TASK DETAILS - Reproduce the records below; each should match the original exactly.
SOURCE INFORMATION below:
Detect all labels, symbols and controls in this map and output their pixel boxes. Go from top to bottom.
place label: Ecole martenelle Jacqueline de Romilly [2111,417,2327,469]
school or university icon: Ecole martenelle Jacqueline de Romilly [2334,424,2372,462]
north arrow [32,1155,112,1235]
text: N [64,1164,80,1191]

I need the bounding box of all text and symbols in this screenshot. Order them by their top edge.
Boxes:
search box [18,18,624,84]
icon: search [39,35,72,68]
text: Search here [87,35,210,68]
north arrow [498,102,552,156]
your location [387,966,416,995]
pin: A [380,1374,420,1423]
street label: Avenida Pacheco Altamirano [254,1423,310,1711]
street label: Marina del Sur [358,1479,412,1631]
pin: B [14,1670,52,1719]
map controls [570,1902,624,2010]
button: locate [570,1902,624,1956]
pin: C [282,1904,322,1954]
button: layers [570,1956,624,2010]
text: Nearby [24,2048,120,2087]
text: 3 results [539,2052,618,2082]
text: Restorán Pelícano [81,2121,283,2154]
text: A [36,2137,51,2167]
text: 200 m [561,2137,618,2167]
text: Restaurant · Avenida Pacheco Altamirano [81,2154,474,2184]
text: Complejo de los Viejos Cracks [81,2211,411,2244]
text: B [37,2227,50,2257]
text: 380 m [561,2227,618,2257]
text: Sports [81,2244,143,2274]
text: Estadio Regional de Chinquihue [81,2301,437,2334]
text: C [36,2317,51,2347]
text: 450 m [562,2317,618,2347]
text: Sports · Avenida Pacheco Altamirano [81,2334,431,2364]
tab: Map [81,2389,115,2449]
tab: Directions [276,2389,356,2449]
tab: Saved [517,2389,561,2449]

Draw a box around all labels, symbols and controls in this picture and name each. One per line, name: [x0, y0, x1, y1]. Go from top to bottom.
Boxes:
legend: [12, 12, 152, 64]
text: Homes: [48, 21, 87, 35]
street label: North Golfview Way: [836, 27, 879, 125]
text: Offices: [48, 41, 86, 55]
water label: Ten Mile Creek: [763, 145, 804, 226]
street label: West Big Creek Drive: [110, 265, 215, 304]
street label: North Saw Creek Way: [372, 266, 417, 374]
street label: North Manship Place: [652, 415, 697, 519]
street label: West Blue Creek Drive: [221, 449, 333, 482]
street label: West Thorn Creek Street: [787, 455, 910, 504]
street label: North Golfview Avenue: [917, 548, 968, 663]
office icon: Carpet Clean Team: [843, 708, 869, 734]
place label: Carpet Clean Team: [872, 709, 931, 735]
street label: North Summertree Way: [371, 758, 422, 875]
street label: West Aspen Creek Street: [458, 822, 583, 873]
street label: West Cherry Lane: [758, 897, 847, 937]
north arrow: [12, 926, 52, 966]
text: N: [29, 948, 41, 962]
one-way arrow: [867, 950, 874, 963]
End of SOURCE INFORMATION.
FINAL ANSWER -
Detect all labels, symbols and controls in this map and output their pixel boxes. Go from top to bottom.
place label: Ecole martenelle Jacqueline de Romilly [2111,417,2327,469]
school or university icon: Ecole martenelle Jacqueline de Romilly [2334,424,2372,462]
north arrow [32,1155,112,1235]
text: N [64,1164,80,1191]

I need the bounding box of all text and symbols in this screenshot. Order them by their top edge.
Boxes:
search box [18,18,624,84]
icon: search [39,35,72,68]
text: Search here [87,35,210,68]
north arrow [498,102,552,156]
your location [387,966,416,995]
pin: A [380,1374,420,1423]
street label: Avenida Pacheco Altamirano [254,1423,310,1711]
street label: Marina del Sur [358,1479,412,1631]
pin: B [14,1670,52,1719]
map controls [570,1902,624,2010]
button: locate [570,1902,624,1956]
pin: C [282,1904,322,1954]
button: layers [570,1956,624,2010]
text: Nearby [24,2048,120,2087]
text: 3 results [539,2052,618,2082]
text: Restorán Pelícano [81,2121,283,2154]
text: A [36,2137,51,2167]
text: 200 m [561,2137,618,2167]
text: Restaurant · Avenida Pacheco Altamirano [81,2154,474,2184]
text: Complejo de los Viejos Cracks [81,2211,411,2244]
text: B [37,2227,50,2257]
text: 380 m [561,2227,618,2257]
text: Sports [81,2244,143,2274]
text: Estadio Regional de Chinquihue [81,2301,437,2334]
text: C [36,2317,51,2347]
text: 450 m [562,2317,618,2347]
text: Sports · Avenida Pacheco Altamirano [81,2334,431,2364]
tab: Map [81,2389,115,2449]
tab: Directions [276,2389,356,2449]
tab: Saved [517,2389,561,2449]

Draw a box around all labels, symbols and controls in this picture and name each. One per line, name: [x0, y0, x1, y1]. Go from top to bottom.
Boxes:
legend: [12, 12, 152, 64]
text: Homes: [48, 21, 87, 35]
street label: North Golfview Way: [836, 27, 879, 125]
text: Offices: [48, 41, 86, 55]
water label: Ten Mile Creek: [763, 145, 804, 226]
street label: West Big Creek Drive: [110, 265, 215, 304]
street label: North Saw Creek Way: [372, 266, 417, 374]
street label: North Manship Place: [652, 415, 697, 519]
street label: West Blue Creek Drive: [221, 449, 333, 482]
street label: West Thorn Creek Street: [787, 455, 910, 504]
street label: North Golfview Avenue: [917, 548, 968, 663]
office icon: Carpet Clean Team: [843, 708, 869, 734]
place label: Carpet Clean Team: [872, 709, 931, 735]
street label: North Summertree Way: [371, 758, 422, 875]
street label: West Aspen Creek Street: [458, 822, 583, 873]
street label: West Cherry Lane: [758, 897, 847, 937]
north arrow: [12, 926, 52, 966]
text: N: [29, 948, 41, 962]
one-way arrow: [867, 950, 874, 963]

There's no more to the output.